§ EXERCISE DESCRIPTION:
After counting the lines below that contain "button", reply with that number alone.

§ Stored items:
——————————
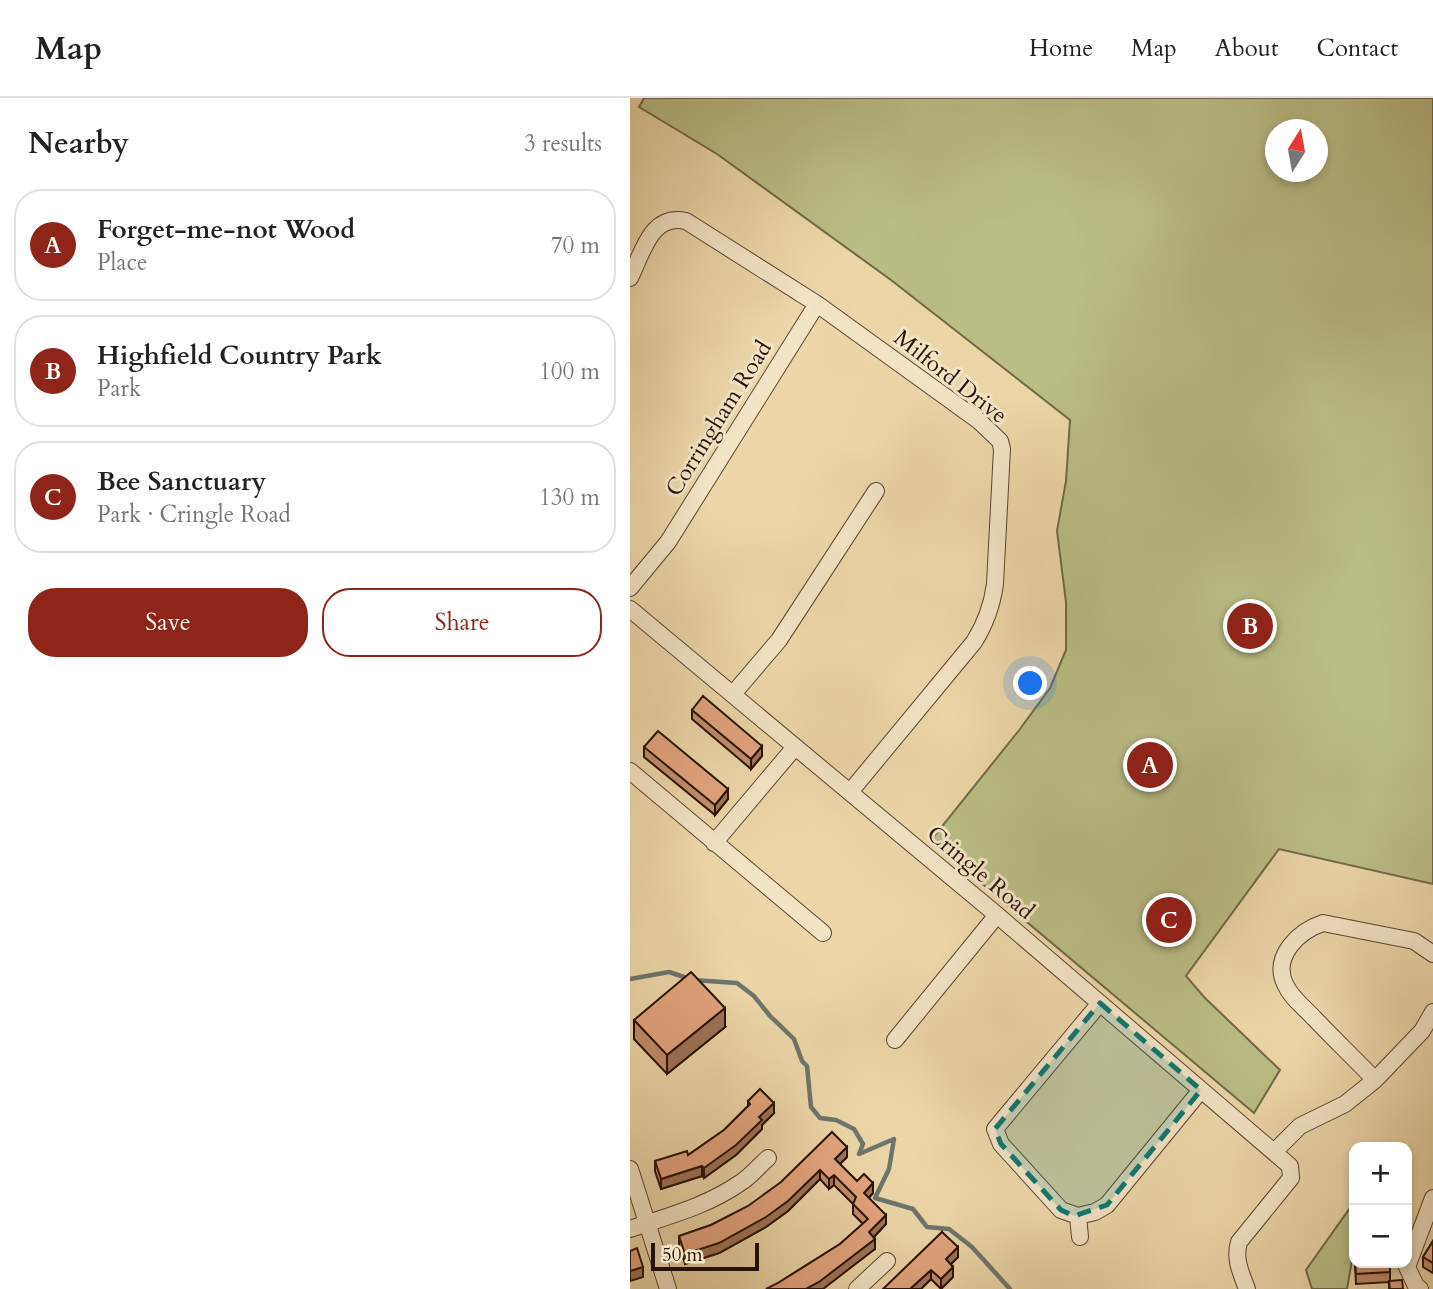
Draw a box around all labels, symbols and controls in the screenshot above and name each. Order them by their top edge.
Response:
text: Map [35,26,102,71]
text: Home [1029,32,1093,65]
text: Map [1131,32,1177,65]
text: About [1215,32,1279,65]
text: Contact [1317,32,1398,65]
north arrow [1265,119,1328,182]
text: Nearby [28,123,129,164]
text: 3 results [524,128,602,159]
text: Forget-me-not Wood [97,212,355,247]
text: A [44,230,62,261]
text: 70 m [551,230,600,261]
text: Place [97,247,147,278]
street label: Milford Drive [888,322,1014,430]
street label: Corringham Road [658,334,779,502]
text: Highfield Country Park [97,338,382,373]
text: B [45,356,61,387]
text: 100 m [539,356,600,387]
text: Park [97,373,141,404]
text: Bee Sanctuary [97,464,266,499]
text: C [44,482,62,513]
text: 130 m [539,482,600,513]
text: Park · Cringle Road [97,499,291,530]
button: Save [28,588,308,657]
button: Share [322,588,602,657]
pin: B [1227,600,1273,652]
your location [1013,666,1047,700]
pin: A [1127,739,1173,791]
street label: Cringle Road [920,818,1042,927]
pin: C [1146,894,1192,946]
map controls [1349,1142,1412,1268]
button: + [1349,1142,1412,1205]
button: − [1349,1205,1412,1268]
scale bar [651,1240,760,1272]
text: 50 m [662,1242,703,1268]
——————————
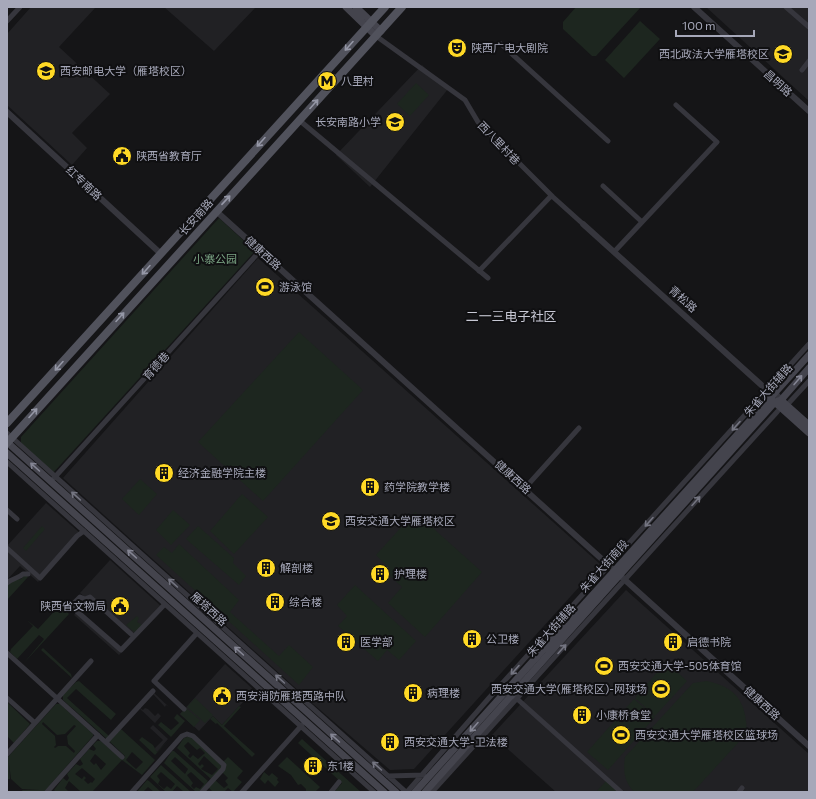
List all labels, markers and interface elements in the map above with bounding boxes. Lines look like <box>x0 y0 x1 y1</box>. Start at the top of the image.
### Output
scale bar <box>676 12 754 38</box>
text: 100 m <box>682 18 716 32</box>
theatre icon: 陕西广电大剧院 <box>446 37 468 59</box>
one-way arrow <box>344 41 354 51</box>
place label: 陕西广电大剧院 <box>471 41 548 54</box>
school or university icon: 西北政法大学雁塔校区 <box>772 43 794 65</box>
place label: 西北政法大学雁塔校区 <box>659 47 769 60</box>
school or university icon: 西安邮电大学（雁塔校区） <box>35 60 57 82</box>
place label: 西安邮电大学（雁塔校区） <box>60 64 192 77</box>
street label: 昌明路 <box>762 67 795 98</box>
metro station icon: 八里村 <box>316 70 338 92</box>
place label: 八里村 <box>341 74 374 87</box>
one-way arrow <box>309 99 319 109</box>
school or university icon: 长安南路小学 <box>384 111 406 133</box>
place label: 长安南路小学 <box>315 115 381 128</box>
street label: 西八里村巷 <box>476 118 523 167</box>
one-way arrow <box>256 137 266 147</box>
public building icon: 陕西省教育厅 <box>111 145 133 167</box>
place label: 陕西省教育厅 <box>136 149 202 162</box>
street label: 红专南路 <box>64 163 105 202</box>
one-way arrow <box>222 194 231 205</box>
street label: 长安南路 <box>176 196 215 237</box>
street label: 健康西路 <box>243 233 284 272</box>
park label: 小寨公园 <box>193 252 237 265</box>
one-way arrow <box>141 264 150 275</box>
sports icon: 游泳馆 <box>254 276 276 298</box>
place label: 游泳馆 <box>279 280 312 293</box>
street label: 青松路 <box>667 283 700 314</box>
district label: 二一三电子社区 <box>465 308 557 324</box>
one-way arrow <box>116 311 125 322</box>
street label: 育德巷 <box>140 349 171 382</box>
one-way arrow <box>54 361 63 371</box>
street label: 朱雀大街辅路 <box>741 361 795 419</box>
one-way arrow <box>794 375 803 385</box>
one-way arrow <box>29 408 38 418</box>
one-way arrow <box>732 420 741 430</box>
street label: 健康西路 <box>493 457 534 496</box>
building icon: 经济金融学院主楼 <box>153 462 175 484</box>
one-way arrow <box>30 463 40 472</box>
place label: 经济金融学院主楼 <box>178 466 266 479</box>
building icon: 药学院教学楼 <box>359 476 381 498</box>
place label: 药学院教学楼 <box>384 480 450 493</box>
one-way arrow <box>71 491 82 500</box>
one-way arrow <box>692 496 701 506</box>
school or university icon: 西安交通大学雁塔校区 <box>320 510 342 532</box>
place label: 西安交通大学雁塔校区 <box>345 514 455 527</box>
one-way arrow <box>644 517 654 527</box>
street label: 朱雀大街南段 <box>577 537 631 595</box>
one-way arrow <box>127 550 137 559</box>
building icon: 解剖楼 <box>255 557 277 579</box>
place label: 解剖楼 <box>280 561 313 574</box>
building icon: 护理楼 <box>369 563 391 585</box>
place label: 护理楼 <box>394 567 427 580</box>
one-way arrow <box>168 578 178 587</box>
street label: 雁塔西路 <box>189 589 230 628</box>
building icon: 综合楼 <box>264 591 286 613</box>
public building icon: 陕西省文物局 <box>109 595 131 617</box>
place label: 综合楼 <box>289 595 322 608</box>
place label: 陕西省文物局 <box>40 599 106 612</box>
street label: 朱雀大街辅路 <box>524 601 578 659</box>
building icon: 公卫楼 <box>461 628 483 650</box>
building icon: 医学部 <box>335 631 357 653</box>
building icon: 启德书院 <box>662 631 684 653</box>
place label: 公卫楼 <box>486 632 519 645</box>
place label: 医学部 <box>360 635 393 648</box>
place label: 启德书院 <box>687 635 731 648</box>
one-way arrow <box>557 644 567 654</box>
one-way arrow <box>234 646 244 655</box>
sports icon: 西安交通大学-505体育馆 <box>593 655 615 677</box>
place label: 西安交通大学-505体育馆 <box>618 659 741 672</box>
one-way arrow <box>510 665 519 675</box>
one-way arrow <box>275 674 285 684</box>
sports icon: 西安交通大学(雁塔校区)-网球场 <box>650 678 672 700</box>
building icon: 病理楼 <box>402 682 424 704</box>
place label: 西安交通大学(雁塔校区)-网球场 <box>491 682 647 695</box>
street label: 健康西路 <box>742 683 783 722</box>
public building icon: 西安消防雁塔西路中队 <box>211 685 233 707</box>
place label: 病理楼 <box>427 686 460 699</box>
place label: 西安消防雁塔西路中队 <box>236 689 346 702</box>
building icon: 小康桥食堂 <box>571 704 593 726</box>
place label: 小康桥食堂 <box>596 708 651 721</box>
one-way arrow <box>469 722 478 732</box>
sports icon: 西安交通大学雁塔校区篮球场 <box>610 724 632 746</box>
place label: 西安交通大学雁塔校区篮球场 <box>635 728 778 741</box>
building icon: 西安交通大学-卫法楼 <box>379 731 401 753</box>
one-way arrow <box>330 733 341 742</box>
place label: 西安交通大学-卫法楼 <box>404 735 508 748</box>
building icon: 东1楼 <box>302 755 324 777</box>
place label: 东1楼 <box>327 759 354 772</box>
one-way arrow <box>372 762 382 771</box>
——————————
§ ANSWER TO THE EXERCISE:
4